After years of inaction by the U.S. congress, raising the minimum wage turns out to be a popular policy at the state level–even in heavily Republican states.
Arkansas increased its statewide minimum wage from $6.00 to $7.50 per hour starting January 1, 2015, then $8.00 starting January 1, 2014, then $8.50 starting January 1, 2016.
The minimum wage in Nebraska was raised from $7.25 to $8.00 per hour on January1, 2015, then to $9.00 on January 1, 2016.
Alaska‘s minimum wage will increase from $7.75 to $8.75 per hour on January 1, 2015, then $9.75 on January 1, 2016. It will then be adjusted upward for inflation each September for the following year, based on the Consumer Price Index for urban consumers from the Anchorage metropolitan area. In addition, employers may no longer credit tips or gratuities given to employees toward the required minimum wage, so that tipped employees will have to be paid the full minimum wage in addition to any tips or gratuities.

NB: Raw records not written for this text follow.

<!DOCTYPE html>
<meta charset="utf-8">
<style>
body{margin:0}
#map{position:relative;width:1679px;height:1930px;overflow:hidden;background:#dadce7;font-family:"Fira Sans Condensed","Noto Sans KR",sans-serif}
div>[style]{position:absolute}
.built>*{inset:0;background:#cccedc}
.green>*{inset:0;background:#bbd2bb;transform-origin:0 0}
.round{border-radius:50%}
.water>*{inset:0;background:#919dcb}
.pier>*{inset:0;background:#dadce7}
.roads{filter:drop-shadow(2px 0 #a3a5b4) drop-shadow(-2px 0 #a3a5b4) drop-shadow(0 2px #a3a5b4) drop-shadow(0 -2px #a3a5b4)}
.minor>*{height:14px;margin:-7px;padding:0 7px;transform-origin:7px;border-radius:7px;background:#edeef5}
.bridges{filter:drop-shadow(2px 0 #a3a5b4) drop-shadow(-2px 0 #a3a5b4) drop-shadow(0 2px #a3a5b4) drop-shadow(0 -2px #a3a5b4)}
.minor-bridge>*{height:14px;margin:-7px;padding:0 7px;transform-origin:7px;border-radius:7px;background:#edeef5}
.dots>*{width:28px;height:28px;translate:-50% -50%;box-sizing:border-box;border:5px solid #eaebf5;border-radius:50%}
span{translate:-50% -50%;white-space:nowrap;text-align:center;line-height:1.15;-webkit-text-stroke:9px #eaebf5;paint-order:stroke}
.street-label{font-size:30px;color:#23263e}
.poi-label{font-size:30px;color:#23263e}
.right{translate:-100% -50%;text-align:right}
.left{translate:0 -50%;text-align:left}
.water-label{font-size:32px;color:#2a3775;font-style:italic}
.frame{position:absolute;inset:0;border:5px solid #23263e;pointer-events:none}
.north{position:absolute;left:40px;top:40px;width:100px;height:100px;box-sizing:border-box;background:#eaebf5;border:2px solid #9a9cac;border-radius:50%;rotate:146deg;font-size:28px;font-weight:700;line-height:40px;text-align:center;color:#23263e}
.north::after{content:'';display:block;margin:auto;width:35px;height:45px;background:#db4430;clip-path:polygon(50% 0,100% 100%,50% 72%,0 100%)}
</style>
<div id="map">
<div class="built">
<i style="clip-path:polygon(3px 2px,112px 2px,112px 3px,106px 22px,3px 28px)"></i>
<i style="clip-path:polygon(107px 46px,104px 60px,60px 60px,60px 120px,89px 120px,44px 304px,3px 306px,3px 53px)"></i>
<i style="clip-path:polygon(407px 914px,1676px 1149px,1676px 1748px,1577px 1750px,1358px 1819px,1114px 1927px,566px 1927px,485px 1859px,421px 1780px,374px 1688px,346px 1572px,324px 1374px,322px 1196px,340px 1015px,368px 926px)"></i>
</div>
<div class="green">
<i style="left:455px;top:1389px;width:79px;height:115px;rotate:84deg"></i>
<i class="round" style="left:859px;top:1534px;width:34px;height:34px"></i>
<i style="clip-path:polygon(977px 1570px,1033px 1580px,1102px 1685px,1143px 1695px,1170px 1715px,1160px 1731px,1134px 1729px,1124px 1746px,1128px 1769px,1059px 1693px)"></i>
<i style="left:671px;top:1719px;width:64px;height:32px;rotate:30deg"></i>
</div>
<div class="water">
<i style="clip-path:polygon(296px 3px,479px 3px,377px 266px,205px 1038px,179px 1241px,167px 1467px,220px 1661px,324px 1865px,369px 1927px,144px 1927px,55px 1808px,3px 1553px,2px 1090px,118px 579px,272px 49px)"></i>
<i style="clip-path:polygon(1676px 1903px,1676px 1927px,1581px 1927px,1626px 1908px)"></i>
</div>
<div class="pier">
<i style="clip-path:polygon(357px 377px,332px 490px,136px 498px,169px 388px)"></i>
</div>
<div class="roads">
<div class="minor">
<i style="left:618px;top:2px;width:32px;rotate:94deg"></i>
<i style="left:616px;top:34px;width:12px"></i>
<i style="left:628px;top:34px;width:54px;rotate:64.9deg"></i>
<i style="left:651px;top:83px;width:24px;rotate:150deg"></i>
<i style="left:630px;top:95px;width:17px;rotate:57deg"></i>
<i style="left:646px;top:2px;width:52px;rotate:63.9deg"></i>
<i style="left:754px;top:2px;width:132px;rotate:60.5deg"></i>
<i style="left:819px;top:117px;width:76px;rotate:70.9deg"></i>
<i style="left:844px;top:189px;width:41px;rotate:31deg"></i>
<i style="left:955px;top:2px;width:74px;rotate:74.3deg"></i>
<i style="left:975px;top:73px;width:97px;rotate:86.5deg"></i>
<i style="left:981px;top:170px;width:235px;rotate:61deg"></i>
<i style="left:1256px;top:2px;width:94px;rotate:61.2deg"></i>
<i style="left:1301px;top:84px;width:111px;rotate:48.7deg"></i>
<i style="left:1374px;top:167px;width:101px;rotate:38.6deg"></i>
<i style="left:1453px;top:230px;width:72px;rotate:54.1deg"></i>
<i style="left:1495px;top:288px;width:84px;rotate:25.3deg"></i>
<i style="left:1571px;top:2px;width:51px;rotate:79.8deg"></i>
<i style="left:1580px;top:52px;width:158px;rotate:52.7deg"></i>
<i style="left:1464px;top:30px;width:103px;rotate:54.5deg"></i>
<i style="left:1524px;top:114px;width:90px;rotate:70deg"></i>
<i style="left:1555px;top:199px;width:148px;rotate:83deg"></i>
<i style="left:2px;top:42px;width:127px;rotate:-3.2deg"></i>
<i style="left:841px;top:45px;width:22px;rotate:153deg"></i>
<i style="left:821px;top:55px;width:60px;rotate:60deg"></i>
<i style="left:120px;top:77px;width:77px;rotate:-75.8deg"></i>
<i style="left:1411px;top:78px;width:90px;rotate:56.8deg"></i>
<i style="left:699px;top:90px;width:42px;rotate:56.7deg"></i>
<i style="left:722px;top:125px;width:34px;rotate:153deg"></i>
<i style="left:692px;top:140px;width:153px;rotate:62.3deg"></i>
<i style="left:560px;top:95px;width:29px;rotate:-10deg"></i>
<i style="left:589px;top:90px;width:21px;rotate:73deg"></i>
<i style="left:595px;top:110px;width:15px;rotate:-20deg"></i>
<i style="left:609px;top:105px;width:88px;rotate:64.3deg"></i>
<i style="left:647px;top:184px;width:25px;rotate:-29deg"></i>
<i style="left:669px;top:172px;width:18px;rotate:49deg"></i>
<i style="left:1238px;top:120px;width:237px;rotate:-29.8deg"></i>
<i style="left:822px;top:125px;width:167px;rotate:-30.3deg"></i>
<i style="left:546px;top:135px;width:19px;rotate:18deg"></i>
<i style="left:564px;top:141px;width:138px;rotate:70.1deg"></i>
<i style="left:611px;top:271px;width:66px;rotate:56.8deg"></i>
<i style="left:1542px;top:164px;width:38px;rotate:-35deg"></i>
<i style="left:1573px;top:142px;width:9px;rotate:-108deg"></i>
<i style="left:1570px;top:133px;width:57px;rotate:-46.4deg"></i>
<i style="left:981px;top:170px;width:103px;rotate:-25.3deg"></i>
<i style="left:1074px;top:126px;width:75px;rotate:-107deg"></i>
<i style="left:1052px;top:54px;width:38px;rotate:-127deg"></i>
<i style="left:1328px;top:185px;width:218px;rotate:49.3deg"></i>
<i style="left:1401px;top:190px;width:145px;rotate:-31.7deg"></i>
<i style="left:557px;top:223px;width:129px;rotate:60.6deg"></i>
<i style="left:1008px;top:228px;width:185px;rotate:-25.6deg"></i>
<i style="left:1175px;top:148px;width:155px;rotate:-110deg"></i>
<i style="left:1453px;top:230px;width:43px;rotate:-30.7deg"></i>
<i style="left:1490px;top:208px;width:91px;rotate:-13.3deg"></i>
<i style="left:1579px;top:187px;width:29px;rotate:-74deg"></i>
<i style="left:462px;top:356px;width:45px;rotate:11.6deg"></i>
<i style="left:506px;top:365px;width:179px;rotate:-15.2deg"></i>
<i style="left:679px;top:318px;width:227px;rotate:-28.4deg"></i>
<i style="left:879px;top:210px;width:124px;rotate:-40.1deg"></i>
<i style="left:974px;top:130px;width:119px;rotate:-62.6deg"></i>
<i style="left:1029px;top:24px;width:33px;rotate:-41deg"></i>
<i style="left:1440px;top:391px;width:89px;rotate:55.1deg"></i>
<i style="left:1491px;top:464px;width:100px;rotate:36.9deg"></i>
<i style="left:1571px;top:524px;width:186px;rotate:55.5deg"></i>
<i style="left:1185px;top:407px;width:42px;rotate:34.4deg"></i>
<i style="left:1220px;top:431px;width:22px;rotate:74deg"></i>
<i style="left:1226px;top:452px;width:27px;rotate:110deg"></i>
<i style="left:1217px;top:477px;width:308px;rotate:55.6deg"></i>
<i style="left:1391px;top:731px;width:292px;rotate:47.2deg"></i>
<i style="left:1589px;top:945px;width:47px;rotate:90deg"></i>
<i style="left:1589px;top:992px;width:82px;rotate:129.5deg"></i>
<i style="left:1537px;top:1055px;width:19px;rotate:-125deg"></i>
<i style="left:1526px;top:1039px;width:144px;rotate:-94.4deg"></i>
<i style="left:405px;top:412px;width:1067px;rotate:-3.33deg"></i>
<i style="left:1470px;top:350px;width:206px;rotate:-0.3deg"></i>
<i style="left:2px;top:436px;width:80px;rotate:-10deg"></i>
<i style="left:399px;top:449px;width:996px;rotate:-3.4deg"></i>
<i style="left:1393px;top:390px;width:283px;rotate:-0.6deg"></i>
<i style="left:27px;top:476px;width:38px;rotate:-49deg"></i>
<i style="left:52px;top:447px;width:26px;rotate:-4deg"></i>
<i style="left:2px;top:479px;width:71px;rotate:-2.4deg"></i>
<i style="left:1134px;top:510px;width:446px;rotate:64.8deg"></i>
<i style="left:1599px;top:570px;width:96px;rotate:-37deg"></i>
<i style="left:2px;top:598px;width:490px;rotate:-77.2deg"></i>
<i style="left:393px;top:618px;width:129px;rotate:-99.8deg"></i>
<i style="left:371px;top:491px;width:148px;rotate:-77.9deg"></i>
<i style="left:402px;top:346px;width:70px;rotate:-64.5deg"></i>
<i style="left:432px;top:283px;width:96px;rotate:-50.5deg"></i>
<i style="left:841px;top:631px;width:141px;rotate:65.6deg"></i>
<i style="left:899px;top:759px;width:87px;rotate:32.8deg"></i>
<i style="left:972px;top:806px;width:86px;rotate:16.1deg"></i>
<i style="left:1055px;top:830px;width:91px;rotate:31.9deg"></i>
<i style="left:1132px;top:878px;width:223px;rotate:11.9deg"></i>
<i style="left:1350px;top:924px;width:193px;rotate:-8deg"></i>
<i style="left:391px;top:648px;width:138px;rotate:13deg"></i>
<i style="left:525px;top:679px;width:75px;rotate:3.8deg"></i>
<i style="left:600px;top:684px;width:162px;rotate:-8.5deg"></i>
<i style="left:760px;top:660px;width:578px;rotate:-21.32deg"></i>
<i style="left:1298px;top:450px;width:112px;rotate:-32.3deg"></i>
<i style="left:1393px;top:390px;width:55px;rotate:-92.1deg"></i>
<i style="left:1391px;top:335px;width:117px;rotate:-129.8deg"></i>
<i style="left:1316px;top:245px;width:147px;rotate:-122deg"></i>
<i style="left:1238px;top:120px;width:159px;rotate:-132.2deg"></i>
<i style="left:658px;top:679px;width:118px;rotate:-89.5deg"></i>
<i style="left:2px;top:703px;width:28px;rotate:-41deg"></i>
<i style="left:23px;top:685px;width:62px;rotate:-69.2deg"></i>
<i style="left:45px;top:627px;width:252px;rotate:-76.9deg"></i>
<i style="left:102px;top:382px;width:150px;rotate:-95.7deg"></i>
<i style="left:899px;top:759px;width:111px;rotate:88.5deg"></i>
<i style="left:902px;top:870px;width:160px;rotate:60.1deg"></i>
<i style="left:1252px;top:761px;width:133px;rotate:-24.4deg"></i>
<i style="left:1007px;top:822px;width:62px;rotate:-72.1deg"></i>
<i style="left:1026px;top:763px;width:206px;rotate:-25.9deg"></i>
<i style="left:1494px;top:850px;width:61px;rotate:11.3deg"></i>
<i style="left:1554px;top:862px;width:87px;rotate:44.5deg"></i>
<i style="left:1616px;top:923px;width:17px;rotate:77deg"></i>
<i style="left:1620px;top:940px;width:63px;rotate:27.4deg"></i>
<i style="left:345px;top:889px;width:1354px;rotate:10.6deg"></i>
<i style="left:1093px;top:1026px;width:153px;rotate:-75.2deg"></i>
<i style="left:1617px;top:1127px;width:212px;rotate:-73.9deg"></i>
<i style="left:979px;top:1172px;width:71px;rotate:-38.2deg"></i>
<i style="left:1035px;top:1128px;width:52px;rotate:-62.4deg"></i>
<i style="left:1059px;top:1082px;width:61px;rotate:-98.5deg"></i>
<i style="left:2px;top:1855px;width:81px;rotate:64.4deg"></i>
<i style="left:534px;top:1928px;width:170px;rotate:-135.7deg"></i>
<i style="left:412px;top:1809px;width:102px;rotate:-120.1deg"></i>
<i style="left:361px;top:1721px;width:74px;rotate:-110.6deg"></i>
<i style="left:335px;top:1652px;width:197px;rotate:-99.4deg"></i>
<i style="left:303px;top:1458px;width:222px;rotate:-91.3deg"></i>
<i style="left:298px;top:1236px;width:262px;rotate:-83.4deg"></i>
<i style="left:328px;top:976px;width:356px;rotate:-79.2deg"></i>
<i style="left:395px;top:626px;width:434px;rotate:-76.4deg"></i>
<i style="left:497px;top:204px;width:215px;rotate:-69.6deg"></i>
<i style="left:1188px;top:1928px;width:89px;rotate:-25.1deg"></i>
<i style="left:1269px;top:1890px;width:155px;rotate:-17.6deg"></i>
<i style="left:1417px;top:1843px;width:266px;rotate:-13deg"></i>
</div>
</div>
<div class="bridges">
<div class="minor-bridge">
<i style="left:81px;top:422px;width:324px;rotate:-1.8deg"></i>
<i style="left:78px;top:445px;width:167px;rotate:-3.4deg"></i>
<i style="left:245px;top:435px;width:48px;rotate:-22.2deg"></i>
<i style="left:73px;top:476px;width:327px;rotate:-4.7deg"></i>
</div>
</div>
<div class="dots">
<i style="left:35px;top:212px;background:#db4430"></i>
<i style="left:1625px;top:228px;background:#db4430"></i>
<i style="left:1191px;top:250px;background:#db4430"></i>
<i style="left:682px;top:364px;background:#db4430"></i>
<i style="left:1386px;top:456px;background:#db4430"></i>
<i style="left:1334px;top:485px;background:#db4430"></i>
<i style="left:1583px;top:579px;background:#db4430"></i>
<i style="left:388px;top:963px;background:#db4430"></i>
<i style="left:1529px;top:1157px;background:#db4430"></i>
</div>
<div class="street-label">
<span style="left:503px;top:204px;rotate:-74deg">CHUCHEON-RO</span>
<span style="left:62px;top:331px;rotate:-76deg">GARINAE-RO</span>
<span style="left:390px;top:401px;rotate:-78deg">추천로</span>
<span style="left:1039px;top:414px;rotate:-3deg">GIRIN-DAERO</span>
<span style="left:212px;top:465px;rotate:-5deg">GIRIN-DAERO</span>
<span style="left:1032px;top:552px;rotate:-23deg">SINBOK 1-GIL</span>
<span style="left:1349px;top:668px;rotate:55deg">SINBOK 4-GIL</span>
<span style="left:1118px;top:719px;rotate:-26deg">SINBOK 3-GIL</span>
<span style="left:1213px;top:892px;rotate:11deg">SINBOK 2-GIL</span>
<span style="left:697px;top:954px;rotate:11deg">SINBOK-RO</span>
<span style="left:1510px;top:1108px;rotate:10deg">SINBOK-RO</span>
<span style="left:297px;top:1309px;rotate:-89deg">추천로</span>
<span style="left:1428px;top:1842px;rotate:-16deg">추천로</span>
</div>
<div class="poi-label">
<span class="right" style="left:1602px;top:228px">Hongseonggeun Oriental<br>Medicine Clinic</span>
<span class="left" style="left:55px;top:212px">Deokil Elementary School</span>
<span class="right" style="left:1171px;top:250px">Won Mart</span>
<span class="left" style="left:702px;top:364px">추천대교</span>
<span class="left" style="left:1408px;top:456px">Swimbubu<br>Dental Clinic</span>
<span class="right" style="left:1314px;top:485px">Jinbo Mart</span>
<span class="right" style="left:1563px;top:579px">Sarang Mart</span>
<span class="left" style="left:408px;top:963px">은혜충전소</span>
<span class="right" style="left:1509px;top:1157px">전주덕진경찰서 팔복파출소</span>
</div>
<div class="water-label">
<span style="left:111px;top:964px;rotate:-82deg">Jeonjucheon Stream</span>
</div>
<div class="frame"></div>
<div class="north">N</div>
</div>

South Dakota raised its minimum wage from $7.25 to $8.50 per hour. They also tied minimum wage to increases in the cost of living, as measured by the Consumer Price Index. The hourly wage for tipped employees was also increased from $2.13 per hour to
fifty percent of the minimum wage as specified by the new law.
The voters of Illinois also passed a ballot initiative advising their state legislators to raise the state’s minimum wage to $10.00 per hour. But this ballot measure is non-binding, and the same Illinois voters also elected a governor who became notorious for advocating a decrease in the state’s minimum wage. So the likelihood of Illinois taking its citizens’ advice seems low.
While it has been widely argued and reported that a rising minimum wage tends to cause companies to shed jobs to deal with rising labor costs, the research seems to contradict this narrative. States that have raised their minimum wage have tended to experience faster job growth than others that did not.